The Mark 1 lightweight mask supported both air and mixed gas operations, could be used to 300 feet, and provided voice communications. It is a modified version of the commercial Kirby Morgan band mask, which NEDU tested in the early 1970s. The Navy adopted it after modifications recommended by NEDU’s assessment were implemented.

 

Rebreathers

NEDU began experimenting with rebreathers as early as World War II. A rebreather is a type of underwater breathing apparatus (UBA) that recycles a diver’s breathing mixture by scrubbing it of carbon dioxide. Navy EOD and Special Forces use rebreathers for covert operations. Compared to surface-supplied diving equipment, rebreathers are more compact, offer greater mobility, and do not produce visible gas bubbles. NEDU’s work with rebreathers has significantly expanded the capabilities of EOD and Special Forces divers.

Mark 11 Rebreather

NEDU evaluated the Mark 11 rebreather in the 1970s, testing everything from overall unit safety to the life expectancy of the carbon dioxide scrubbing canisters.

Mark 15 Rebreather

After the Navy purchased the Mark 15 rebreather commercially in 1980, NEDU tested and certified it for use by Navy Special Forces. NEDU also developed new decompression tables to use with the Mark 15, as the device’s ability to keep the oxygen level in the breathing mixture constant meant standard tables could not be used.

Mark 16 Rebreather

Following successful testing by NEDU in the early 1980s, the Navy adopted the Mark 16 rebreather (an improved version of the Mark 15) to support Explosive Ordnance Disposal (EOD) operations. The Mark 16 rebreather’s low magnetic output keeps EOD divers safe when performing work that might involve magnetically-detonated mines.

 

Diving Suits

Divers frequently work in cold, contaminated, or physically hazardous environments.

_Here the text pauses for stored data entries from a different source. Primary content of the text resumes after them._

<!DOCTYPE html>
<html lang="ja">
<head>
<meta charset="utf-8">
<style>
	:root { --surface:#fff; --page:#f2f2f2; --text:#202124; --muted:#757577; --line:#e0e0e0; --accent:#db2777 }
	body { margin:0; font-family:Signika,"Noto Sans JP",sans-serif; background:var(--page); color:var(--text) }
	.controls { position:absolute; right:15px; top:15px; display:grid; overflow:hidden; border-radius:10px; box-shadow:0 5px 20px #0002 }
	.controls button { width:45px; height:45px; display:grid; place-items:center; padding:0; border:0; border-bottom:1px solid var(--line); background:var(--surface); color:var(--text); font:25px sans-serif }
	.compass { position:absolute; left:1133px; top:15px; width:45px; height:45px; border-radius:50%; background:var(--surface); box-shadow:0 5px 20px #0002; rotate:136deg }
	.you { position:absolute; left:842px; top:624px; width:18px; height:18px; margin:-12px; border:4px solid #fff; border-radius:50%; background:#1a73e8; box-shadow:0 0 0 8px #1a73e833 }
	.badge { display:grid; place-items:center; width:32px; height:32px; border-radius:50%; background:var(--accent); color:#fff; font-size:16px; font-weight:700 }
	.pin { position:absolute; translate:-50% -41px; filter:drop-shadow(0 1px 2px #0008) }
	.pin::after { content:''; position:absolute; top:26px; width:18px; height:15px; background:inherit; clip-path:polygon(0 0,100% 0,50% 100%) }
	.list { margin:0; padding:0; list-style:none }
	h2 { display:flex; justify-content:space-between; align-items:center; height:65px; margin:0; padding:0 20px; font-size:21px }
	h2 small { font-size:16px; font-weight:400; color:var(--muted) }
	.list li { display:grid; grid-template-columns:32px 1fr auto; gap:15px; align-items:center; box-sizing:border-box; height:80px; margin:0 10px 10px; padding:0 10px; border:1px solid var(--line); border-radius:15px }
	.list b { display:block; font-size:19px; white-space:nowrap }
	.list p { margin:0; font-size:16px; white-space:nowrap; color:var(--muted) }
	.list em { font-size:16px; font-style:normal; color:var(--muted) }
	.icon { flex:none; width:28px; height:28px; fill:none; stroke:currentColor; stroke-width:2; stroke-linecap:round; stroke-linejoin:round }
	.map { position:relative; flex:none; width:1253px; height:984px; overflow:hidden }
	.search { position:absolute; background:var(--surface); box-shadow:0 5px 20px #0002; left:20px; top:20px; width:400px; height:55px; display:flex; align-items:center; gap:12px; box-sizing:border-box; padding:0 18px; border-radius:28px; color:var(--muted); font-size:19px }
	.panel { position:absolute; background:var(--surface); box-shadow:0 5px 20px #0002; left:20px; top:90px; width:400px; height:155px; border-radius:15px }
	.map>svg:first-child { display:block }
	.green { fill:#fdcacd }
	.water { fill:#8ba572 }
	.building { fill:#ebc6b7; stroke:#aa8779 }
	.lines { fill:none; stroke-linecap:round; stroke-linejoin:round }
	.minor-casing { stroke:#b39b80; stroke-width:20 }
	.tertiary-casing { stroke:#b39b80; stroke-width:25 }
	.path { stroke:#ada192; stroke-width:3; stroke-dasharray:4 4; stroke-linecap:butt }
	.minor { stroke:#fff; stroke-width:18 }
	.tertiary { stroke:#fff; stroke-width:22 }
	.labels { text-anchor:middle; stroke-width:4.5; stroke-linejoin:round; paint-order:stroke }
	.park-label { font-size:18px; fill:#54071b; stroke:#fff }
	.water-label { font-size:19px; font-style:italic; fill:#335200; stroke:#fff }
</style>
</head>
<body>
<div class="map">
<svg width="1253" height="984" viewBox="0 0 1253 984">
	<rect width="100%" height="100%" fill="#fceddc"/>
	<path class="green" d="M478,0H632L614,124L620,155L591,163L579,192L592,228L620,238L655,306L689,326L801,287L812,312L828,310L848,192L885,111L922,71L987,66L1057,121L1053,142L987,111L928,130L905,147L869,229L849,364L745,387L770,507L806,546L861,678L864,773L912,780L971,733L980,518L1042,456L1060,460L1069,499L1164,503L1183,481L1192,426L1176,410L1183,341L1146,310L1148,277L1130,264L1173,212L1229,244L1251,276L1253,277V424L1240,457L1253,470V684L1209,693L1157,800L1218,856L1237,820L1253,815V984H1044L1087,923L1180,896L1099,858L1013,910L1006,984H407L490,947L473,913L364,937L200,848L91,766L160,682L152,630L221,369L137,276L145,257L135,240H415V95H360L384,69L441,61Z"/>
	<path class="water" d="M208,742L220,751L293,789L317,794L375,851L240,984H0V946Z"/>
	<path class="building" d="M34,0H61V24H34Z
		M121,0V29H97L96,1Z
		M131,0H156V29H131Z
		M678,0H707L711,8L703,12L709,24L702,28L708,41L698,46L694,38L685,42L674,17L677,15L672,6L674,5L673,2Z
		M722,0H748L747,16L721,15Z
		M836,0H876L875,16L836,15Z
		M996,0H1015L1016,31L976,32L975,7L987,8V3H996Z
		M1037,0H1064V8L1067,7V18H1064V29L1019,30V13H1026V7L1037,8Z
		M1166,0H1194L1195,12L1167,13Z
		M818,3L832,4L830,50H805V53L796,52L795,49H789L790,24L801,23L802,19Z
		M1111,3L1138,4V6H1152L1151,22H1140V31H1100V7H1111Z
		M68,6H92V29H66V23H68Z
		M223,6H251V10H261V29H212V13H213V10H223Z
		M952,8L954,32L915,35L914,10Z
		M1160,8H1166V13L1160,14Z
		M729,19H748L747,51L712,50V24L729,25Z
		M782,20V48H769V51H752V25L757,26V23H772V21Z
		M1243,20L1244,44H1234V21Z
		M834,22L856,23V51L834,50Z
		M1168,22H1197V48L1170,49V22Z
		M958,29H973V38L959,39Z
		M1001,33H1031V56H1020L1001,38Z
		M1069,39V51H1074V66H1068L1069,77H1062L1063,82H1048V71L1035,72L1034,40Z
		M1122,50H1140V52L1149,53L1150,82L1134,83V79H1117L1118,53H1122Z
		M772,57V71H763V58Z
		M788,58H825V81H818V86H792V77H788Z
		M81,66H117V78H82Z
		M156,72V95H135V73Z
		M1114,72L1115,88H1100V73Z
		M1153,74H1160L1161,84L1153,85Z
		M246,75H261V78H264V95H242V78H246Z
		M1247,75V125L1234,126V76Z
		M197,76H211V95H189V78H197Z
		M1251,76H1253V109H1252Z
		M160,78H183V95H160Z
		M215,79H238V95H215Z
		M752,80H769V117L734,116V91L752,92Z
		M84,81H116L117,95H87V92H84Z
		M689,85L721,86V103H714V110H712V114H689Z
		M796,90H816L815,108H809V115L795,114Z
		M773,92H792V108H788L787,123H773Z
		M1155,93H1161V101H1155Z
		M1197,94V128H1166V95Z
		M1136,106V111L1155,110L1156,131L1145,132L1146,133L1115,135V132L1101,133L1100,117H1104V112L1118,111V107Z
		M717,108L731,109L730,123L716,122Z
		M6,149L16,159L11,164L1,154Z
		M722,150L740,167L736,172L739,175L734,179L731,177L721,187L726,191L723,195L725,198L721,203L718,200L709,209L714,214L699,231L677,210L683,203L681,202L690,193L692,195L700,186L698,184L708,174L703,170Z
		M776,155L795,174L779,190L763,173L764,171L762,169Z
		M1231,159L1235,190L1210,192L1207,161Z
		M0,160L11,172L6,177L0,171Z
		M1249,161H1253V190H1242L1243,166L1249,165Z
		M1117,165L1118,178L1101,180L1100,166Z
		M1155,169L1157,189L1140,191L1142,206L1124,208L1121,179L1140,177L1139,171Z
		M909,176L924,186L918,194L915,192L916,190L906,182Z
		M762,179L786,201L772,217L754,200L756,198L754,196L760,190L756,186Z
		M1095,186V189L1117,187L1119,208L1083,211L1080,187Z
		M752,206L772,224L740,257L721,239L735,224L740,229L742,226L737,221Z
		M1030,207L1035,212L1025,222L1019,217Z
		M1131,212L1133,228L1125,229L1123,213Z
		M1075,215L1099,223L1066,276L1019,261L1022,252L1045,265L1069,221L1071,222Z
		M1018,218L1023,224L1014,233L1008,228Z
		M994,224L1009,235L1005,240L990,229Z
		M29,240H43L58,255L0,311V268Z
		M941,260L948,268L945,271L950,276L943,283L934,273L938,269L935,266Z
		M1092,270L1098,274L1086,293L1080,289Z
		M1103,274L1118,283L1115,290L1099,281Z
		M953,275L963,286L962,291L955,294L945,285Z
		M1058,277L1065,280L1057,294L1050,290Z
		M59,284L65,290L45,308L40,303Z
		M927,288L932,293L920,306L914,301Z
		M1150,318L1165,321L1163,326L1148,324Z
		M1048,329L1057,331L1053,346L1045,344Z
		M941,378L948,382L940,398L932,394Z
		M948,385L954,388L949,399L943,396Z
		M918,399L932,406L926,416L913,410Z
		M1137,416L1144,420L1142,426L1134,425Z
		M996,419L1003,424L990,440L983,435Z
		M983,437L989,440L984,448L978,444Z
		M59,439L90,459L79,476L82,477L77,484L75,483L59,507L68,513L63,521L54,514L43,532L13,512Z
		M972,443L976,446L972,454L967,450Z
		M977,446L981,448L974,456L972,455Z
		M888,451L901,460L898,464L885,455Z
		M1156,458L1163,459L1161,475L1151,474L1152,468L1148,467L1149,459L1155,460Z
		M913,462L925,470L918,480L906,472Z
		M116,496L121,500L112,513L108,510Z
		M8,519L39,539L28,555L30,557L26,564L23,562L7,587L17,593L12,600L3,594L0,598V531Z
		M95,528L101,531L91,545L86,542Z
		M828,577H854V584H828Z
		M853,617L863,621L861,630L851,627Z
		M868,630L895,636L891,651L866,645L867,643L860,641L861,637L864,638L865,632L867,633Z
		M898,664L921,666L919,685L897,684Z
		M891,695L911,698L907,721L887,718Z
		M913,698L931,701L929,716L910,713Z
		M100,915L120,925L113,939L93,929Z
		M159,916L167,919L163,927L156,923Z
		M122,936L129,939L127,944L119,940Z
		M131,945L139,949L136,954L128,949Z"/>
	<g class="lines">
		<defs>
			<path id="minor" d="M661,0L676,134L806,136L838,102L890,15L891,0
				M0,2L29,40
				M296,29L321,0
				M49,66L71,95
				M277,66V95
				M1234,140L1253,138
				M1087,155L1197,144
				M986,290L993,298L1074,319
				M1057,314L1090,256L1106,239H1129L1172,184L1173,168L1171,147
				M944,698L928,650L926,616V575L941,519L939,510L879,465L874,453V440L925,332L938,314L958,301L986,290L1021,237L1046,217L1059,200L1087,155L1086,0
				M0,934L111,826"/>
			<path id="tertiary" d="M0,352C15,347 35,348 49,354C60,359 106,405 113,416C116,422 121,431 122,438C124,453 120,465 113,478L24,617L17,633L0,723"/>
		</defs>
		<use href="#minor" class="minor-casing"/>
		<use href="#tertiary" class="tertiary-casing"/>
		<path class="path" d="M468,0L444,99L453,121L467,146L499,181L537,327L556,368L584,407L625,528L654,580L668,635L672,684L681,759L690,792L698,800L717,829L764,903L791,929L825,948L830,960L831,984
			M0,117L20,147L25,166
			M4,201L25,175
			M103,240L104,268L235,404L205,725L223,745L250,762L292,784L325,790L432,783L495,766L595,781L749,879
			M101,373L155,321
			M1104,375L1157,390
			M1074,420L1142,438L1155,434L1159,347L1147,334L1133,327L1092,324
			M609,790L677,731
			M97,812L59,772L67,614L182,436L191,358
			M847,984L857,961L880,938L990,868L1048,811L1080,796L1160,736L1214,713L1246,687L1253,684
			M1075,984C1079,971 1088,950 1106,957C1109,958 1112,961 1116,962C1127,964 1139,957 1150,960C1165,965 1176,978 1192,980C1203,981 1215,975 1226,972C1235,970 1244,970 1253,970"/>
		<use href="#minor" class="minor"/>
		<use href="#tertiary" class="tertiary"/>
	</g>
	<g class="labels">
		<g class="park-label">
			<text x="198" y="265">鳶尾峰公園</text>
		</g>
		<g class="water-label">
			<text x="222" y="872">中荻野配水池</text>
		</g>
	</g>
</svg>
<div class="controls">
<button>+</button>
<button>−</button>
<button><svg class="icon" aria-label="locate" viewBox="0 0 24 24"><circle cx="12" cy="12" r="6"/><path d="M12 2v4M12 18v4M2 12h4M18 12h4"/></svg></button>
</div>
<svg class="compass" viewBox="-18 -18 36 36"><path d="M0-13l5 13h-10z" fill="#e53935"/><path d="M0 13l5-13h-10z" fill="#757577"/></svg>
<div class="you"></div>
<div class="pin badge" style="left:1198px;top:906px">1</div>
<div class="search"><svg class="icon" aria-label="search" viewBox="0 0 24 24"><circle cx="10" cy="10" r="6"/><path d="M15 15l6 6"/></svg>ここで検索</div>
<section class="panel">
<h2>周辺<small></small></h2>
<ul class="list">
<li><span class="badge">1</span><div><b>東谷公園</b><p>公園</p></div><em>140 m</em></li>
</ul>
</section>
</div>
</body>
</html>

Since introducing the first neoprene suits in the early 1950s, NEDU has developed and tested improved diving suits to provide physical and thermal protection to divers.

Wet Suits

Post World War II, NEDU faced the challenge of keeping divers warm. Staff repurposed an aviator’s neoprene exposure suit, which had its tester perspiring 1.5 hours into a cold dive. Through additional experimentation, NEDU tested neoprene thickness and overall design to maximize thermal and physical protection.

Hot Water Suits

Thermal protection is especially critical at greater depths (water becomes cold with depth), when breathing helium (which draws warmth from the diver’s body), or during saturation dives (which last several hours at deep depths). Hot water suits continually bathe divers in hot water from the surface, keeping them toasty warm.